WORK TASK: Please return the data word for word and leave out any picture it contains.

Collection entries:
----
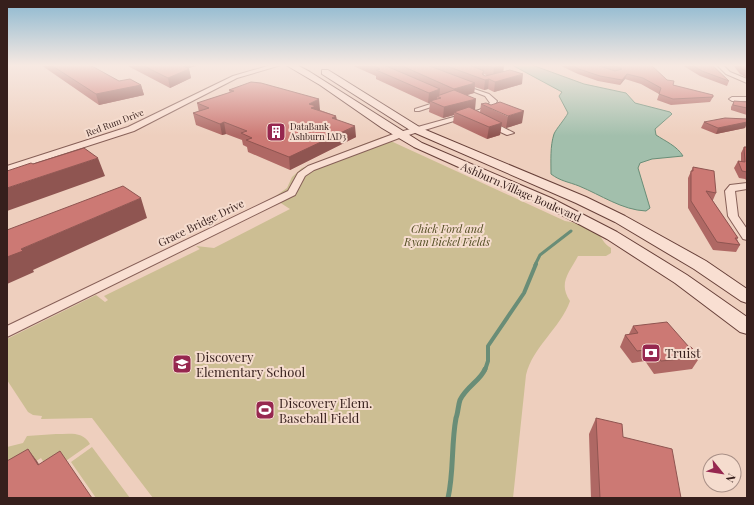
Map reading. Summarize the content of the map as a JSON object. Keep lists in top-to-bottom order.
{
  "streets": {
    "main road": ["Ashburn Village Boulevard"],
    "street": ["Red Rum Drive", "Grace Bridge Drive"]
  },
  "crossings": [
    ["Ashburn Village Boulevard", "Grace Bridge Drive"]
  ],
  "parks": ["Chick Ford and Ryan Bickel Fields"],
  "places": {
    "building": ["DataBank Ashburn IAD3"],
    "bank": ["Truist"],
    "school or university": ["Discovery Elementary School"],
    "sports": ["Discovery Elem. Baseball Field"]
  },
  "north": "bottom right"
}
----
WRITTEN REPLY:
Map reading. Summarize the content of the map as a JSON object. Keep lists in top-to-bottom order.
{
  "streets": {
    "main road": ["Ashburn Village Boulevard"],
    "street": ["Red Rum Drive", "Grace Bridge Drive"]
  },
  "crossings": [
    ["Ashburn Village Boulevard", "Grace Bridge Drive"]
  ],
  "parks": ["Chick Ford and Ryan Bickel Fields"],
  "places": {
    "building": ["DataBank Ashburn IAD3"],
    "bank": ["Truist"],
    "school or university": ["Discovery Elementary School"],
    "sports": ["Discovery Elem. Baseball Field"]
  },
  "north": "bottom right"
}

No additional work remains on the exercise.